Time to wake the sleeping giant of industry

Two months ago, CLEM MACHADU predicted that industry’s use of its capacity would fall again during 2013. A manufacturing sector survey just out shows he was right. Here, the former Confederation of Zimbabwe Industries industrial economist says we already have the solution; we just need to act.

Average industrial capacity utilisation has fallen from 44 per cent last year to 39.6 per cent, and has been falling in the manufacturing sector since 2011 when it stood at 57.3 per cent. The sector’s real growth is projected to be a paltry 1.5 per cent this year.

Capacity utilisation is an important economic indicator as it reflects our output gap. Zimbabwe’s potential can be easily seen in what we are currently producing, measured against what we can produce.

The falling of capacity use to 39.6 percent shows how we are annually retreating backwards from achieving our potential output, which is the maximum of goods our economy can turn out. It means that companies have closed down or reduced their operations, resulting in falling production, retrenchment of workers and reduced incomes, leading in turn to low demand for products.

Zimbabwe’s labour laws are not only inflexible, they also favour the worker. A worker who loses her or his job as a result of a company’s rationalisation exercise will approach the courts and get a huge award, sometimes running into hundreds of thousands of dollars. This milks the company of the little working capital it has, adds to the already high cost of production and affects the competitiveness of the product it makes. So what is causing this cancer in our industry? The major challenge is lack of funding to channel towards working capital requirements, given the serious liquidity crunch we are facing. Others include stiff competition from cheaper imports, use of antiquated and obsolete machinery, lack of raw materials and high utility tariffs.

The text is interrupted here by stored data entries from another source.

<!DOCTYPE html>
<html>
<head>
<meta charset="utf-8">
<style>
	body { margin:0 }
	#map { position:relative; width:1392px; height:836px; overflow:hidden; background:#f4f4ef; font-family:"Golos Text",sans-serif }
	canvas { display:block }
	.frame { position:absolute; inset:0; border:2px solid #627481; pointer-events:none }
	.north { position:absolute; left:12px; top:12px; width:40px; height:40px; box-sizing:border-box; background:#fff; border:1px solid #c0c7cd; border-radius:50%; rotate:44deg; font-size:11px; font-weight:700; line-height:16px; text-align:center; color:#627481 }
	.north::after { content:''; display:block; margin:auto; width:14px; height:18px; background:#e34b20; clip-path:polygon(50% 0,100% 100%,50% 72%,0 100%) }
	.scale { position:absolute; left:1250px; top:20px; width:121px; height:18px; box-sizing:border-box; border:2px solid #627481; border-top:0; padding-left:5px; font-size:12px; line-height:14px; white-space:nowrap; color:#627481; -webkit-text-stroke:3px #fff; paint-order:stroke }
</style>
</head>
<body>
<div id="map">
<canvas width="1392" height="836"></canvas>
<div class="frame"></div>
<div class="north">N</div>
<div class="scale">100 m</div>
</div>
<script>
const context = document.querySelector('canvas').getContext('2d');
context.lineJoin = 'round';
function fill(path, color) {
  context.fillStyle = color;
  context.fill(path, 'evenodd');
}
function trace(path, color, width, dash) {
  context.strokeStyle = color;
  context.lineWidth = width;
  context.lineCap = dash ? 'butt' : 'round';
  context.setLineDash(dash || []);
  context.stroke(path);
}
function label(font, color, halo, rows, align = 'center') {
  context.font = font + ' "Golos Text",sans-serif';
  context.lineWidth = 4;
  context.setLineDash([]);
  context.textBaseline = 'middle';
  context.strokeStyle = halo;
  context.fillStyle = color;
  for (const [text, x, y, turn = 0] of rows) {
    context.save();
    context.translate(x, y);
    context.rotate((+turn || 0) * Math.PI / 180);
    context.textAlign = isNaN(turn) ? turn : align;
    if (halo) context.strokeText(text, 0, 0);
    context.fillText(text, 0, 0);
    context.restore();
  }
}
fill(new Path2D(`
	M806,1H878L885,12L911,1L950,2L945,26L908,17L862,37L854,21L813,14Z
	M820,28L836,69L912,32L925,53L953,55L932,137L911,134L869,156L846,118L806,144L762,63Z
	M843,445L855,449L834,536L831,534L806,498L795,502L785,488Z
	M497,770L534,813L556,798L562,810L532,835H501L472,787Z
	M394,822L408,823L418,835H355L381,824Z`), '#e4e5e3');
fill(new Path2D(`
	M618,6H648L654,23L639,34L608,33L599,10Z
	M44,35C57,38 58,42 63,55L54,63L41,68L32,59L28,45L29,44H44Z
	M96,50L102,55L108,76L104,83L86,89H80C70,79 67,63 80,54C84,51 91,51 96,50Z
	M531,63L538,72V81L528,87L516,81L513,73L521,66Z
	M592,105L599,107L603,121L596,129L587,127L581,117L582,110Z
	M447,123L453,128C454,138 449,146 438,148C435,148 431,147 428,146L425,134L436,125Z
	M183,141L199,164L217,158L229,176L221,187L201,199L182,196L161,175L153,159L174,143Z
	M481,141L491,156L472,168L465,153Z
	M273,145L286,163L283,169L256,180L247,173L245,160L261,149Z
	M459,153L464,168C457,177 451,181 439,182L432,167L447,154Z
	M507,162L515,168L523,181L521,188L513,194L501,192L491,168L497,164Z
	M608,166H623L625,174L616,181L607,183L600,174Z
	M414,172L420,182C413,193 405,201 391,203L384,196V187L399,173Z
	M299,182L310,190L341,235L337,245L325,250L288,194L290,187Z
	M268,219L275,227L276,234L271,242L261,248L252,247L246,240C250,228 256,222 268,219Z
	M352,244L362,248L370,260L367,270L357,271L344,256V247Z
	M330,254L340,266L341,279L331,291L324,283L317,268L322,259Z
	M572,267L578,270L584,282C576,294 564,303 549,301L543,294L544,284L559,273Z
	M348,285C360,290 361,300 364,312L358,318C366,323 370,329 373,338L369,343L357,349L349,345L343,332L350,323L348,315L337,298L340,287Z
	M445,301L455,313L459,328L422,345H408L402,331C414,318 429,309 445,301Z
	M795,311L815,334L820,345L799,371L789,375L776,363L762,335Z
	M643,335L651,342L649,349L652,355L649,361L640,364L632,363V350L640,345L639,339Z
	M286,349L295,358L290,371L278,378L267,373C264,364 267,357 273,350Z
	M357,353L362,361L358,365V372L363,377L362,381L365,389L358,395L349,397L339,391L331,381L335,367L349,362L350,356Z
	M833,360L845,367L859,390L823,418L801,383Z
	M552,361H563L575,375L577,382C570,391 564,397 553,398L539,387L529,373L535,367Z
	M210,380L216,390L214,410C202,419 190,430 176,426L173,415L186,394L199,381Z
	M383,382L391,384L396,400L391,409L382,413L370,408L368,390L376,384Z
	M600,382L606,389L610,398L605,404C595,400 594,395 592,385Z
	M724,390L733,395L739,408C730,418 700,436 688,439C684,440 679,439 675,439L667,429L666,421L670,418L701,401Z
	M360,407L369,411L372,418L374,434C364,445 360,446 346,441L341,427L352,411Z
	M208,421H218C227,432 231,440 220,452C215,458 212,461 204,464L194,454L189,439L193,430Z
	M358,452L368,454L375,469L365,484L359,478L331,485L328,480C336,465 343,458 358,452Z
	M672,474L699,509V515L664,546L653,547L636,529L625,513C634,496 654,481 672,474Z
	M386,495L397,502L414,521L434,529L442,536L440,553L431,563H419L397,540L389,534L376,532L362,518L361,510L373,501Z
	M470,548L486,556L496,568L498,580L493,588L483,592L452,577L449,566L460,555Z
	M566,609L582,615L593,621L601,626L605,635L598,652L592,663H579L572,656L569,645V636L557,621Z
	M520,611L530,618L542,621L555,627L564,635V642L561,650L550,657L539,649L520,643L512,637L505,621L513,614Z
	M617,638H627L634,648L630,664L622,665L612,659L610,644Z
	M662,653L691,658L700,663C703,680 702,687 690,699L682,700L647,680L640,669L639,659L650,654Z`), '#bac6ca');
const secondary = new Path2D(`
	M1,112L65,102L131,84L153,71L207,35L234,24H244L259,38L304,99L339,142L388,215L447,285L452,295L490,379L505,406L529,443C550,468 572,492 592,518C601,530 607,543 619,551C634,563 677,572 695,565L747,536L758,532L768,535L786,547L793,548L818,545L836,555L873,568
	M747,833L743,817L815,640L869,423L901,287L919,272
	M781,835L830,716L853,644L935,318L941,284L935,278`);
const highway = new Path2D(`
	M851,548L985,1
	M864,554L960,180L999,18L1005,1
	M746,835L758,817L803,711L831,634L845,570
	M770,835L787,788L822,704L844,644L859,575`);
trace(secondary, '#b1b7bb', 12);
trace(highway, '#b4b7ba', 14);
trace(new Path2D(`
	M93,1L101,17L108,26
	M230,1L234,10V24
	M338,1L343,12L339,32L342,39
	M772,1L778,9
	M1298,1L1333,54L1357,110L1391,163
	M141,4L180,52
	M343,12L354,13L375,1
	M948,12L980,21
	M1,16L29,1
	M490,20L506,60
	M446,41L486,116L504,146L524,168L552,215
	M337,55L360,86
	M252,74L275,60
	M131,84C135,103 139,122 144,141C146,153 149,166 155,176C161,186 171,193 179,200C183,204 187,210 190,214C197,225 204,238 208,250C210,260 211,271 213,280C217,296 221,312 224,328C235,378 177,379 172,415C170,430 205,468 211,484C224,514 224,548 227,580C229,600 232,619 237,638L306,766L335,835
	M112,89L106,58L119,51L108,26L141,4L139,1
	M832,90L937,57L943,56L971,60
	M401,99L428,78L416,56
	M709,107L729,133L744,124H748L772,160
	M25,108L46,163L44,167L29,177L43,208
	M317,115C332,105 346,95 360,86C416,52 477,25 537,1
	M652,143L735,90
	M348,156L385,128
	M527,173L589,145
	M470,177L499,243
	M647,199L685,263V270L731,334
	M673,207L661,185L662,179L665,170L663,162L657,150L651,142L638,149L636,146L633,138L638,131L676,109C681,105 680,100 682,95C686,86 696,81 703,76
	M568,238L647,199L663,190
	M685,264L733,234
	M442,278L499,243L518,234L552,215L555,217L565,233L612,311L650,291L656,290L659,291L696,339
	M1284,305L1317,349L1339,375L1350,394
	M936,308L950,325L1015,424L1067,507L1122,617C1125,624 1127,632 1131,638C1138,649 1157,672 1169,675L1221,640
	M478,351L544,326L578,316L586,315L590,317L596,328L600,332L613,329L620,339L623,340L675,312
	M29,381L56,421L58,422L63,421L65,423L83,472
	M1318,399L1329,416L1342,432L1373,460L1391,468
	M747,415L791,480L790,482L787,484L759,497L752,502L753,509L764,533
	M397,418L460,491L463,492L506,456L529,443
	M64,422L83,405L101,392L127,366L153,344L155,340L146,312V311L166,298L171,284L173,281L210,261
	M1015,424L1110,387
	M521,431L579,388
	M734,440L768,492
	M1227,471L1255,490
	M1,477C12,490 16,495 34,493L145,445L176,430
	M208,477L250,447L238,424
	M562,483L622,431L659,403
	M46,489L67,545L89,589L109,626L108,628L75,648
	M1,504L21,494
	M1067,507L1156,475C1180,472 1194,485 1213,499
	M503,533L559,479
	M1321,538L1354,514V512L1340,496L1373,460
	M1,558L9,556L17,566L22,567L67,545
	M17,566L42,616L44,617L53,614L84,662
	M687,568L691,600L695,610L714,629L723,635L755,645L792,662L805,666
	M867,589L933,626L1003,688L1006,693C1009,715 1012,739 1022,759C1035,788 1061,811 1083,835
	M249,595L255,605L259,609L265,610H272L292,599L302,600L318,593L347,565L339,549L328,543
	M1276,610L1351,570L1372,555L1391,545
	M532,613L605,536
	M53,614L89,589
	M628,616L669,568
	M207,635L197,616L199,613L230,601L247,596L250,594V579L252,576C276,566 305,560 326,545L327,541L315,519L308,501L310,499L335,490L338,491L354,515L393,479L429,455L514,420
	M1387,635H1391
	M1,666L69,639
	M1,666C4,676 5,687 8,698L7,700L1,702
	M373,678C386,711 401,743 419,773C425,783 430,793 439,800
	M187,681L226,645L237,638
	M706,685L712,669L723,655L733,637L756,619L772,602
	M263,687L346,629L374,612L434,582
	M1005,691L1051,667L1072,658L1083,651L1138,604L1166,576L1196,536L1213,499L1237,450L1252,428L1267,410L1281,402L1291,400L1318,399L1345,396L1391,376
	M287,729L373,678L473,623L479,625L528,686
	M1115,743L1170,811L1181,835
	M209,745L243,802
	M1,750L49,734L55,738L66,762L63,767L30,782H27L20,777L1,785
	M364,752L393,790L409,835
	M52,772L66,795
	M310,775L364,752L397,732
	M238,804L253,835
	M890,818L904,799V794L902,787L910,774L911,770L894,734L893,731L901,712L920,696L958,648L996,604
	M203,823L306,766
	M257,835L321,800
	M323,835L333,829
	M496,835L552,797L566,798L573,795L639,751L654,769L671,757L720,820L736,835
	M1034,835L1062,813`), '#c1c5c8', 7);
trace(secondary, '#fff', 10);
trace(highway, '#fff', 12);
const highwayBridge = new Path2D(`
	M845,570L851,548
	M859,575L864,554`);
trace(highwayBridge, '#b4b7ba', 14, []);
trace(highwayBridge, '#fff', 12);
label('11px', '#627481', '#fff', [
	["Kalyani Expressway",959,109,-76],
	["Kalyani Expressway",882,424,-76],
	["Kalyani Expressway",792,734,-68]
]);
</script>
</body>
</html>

The solution for fostering a manufacturing renaissance is contained in the Industrialisation Development Policy (IDP) and National Trade Policy (NTP) launched last year. The IDP proposes concrete strategies, including promotion of value addition, protection of industries and creation of an industrial bank. If we know the problems facing the industry and have the solution, why then is our industry shrinking?

Our problem is our impotency to implement policies. We are good at talking the walk instead of walking the talk. The IDP and NTP have barely been touched, despite the fact that some of the strategies in these policies don’t need a single dime to implement.

Our manufacturing sector is a sleeping giant that has the potential to turn around the fortunes of our economy, providing its challenges are seriously given attention. We have high unemployment at 85 per cent, an unsustainable external debt of 114 per cent of GDP, a projected trade deficit of $4bn and a looming budget deficit – all macroeconomic fundamentals that could be dealt with by waking that sleeping giant.

The new minister of industry and commerce, Mike Bimha, should seriously pursue the implementation of the IDP and NTP. I strongly feel that the legislature should also have concrete oversight over these two policies, with real time monitoring and evaluation.

Our deepening manufacturing blues are an issue for government, labour and the private sector, and the solutions lie within themselves.